Varela, por sua vez, é identificado pela imprensa espanhola como progressista, próximo à vice-presidente de governo, de esquerda, e membro da associação internacional Juízes para a Democracia.
Em sua decisão, reproduzida no site do jornal espanhol "El País", Varela indica qual lei Garzón teria infringido e sugere ao Supremo a máxima punição prevista: uma pena de 10 a 20 anos de afastamento da magistratura e o impedimento de exercer qualquer cargo ou emprego público pelo período, além de uma multa (o valor não é indicado).
O juiz já havia tomado outra decisão, em fevereiro, na qual dizia que Garzón havia ignorado a lei.

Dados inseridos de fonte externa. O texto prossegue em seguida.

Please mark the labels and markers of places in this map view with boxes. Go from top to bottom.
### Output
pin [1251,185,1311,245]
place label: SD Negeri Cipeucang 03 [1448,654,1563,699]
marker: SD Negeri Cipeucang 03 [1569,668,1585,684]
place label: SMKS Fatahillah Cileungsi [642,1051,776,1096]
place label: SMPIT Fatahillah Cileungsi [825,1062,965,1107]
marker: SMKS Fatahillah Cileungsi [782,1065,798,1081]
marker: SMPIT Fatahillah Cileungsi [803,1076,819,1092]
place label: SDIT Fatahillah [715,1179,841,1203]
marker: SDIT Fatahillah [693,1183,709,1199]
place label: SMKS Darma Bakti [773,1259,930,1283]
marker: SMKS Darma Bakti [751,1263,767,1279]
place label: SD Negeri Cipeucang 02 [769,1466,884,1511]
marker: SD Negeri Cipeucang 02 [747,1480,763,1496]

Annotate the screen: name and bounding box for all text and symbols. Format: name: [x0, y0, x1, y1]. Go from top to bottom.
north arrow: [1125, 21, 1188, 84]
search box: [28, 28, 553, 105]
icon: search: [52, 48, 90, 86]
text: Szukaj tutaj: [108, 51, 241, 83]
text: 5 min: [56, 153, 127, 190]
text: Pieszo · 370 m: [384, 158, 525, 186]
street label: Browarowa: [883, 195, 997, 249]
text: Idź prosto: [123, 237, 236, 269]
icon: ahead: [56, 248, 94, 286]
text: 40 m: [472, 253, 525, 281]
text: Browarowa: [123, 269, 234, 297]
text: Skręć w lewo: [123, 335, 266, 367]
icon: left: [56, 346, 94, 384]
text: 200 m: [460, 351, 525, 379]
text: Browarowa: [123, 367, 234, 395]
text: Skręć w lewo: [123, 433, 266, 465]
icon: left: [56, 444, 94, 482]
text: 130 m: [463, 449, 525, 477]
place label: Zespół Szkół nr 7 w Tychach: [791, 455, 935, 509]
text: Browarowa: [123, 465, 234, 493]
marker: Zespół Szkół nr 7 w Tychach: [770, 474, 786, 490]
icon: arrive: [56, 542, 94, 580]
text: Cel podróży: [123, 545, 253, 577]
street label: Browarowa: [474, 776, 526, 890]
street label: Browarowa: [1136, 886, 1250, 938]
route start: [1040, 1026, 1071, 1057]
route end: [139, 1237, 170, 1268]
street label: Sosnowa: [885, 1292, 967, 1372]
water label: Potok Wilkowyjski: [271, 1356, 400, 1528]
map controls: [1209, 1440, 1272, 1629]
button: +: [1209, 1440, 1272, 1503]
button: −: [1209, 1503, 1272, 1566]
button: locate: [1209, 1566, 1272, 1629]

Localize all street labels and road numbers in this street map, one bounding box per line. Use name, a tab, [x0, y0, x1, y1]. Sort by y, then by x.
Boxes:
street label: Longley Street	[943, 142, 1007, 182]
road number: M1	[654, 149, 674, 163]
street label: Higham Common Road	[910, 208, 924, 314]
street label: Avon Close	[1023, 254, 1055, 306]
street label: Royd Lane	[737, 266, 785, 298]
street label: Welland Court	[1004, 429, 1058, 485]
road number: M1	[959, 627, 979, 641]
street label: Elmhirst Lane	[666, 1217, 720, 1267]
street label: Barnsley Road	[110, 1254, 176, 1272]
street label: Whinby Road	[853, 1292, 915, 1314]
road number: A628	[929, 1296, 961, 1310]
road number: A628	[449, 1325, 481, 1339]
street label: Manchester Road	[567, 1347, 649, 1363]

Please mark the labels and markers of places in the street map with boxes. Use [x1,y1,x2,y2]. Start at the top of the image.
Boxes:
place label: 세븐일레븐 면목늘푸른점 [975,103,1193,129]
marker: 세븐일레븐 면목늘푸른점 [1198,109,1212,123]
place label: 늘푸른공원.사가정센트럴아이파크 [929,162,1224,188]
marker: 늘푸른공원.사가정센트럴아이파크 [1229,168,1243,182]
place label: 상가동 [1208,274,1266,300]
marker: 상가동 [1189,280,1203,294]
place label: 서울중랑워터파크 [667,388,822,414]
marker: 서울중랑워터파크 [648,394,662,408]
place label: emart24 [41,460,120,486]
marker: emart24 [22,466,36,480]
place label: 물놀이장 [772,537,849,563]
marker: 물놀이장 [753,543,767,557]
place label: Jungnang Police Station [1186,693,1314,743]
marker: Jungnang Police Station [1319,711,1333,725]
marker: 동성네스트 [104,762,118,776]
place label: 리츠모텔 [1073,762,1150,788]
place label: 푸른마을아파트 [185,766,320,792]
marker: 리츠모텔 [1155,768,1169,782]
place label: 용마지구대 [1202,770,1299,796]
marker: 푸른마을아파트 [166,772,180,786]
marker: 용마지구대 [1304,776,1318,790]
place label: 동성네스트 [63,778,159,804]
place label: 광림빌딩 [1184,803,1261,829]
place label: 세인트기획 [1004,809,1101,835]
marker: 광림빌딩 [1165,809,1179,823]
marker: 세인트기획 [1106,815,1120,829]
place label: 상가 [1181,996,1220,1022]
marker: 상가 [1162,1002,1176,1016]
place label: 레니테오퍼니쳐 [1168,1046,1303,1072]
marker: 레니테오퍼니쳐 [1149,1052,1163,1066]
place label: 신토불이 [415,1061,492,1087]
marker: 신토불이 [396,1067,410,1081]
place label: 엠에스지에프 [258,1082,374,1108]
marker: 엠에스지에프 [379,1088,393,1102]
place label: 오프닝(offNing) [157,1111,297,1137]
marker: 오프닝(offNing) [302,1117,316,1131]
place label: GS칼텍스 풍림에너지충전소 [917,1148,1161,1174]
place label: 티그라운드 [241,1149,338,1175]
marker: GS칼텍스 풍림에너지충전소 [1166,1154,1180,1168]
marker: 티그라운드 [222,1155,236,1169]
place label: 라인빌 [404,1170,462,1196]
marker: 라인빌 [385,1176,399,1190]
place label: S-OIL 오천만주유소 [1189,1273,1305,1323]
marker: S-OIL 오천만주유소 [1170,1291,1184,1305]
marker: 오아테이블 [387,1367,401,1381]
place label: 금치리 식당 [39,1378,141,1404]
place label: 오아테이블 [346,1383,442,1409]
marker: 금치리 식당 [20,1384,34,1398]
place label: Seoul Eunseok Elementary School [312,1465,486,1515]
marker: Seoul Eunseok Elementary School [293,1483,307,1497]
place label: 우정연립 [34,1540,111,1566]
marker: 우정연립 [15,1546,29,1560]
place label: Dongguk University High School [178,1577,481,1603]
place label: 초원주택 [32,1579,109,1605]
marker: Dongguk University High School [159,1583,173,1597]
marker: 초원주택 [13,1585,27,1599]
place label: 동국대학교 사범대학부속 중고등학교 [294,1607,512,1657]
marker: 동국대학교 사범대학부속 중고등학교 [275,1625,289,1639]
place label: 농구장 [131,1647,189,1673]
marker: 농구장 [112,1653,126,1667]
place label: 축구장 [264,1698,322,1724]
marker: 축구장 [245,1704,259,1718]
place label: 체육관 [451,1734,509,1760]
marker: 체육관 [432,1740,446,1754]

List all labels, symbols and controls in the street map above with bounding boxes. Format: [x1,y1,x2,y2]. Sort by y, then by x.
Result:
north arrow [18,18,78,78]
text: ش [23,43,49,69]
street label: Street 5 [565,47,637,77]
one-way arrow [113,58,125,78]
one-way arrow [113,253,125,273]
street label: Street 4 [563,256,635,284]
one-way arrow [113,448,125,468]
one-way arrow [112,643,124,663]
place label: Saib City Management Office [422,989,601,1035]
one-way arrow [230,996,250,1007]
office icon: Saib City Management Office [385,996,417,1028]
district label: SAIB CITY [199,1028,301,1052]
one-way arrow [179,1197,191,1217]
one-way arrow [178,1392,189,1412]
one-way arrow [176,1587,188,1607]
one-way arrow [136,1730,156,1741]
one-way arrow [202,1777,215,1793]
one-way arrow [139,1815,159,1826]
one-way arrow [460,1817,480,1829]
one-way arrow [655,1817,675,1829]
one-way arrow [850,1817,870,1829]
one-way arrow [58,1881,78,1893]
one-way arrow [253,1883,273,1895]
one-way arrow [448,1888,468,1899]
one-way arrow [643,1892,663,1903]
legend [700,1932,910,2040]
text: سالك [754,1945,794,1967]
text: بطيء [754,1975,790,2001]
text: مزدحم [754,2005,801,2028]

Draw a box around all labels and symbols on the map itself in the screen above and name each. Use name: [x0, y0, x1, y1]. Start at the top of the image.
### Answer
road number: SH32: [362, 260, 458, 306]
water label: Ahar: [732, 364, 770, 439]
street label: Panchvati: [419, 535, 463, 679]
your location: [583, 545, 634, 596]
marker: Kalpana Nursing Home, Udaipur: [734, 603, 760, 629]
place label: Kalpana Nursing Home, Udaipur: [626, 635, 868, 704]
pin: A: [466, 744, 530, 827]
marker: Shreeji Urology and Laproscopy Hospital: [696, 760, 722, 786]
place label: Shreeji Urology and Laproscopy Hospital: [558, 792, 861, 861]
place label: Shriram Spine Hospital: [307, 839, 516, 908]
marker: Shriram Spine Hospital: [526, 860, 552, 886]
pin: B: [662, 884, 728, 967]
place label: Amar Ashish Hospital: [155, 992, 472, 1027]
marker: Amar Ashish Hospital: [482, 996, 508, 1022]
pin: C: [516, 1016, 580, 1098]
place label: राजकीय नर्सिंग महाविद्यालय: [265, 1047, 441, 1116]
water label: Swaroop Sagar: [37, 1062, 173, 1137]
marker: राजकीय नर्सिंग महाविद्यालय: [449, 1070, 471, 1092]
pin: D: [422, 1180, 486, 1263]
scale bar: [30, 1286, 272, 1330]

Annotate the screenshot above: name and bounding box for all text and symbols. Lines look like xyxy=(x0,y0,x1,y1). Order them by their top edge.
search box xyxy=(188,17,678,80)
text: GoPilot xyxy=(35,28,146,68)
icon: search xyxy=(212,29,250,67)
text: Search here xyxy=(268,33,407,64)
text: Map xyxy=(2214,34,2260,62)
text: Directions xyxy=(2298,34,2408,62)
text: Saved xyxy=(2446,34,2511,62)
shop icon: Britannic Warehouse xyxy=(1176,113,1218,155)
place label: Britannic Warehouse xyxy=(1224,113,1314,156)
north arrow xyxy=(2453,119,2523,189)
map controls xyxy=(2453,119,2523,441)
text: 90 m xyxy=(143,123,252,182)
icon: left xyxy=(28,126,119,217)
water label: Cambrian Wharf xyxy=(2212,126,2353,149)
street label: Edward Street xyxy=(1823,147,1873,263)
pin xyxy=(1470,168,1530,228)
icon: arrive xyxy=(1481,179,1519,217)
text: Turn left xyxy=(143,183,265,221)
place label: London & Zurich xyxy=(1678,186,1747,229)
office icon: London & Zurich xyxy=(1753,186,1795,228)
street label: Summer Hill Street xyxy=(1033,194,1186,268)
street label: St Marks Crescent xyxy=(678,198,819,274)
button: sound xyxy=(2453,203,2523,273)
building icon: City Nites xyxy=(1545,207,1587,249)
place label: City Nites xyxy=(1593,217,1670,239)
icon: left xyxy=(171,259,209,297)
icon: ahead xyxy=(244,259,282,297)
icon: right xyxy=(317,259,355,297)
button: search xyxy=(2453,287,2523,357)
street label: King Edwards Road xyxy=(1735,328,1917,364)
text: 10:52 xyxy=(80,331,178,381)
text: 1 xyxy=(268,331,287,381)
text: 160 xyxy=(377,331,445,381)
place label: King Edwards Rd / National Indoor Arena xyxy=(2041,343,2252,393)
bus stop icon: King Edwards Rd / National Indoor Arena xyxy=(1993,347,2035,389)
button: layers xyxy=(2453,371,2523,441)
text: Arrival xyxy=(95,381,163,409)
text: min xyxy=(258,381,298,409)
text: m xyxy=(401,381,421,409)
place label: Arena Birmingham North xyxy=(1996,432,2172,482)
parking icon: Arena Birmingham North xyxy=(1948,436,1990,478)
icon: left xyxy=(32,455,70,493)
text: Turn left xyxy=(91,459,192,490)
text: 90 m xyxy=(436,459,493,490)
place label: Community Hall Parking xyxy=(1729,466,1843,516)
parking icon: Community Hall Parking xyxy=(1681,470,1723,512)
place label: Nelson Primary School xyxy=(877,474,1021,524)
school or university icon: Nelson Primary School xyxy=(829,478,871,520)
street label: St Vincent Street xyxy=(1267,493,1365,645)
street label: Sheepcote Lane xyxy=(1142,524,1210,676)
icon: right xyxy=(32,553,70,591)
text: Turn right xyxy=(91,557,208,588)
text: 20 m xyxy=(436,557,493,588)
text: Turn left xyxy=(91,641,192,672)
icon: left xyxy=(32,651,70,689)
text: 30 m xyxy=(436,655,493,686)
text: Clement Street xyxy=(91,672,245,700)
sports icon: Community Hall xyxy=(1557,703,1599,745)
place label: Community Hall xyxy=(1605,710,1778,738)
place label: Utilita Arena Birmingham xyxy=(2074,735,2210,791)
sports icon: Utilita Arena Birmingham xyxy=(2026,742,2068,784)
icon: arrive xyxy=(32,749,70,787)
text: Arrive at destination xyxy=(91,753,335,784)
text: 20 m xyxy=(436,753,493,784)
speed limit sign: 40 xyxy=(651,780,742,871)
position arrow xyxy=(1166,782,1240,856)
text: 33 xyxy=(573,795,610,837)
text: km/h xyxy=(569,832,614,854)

Varela afirma, nos mesmos autos, que o magistrado da AN tinha consciência de que não tinha competência para ordenar as exumações e elaborou uma "argumentação artificial" para justificar a solicitação.
Uma vez autuados, os reclamantes terão dez dias para apresentar formalmente em detalhes, por escrito, suas acusações e para solicitar o julgamento em si. Nos próximos dias o Supremo já poderá afastar Garzón, embora caiba recurso contra a decisão.
Segundo o advogado do magistrado, Gonzalo Martinez-Fresneda, o julgamento deverá começar já no início de junho.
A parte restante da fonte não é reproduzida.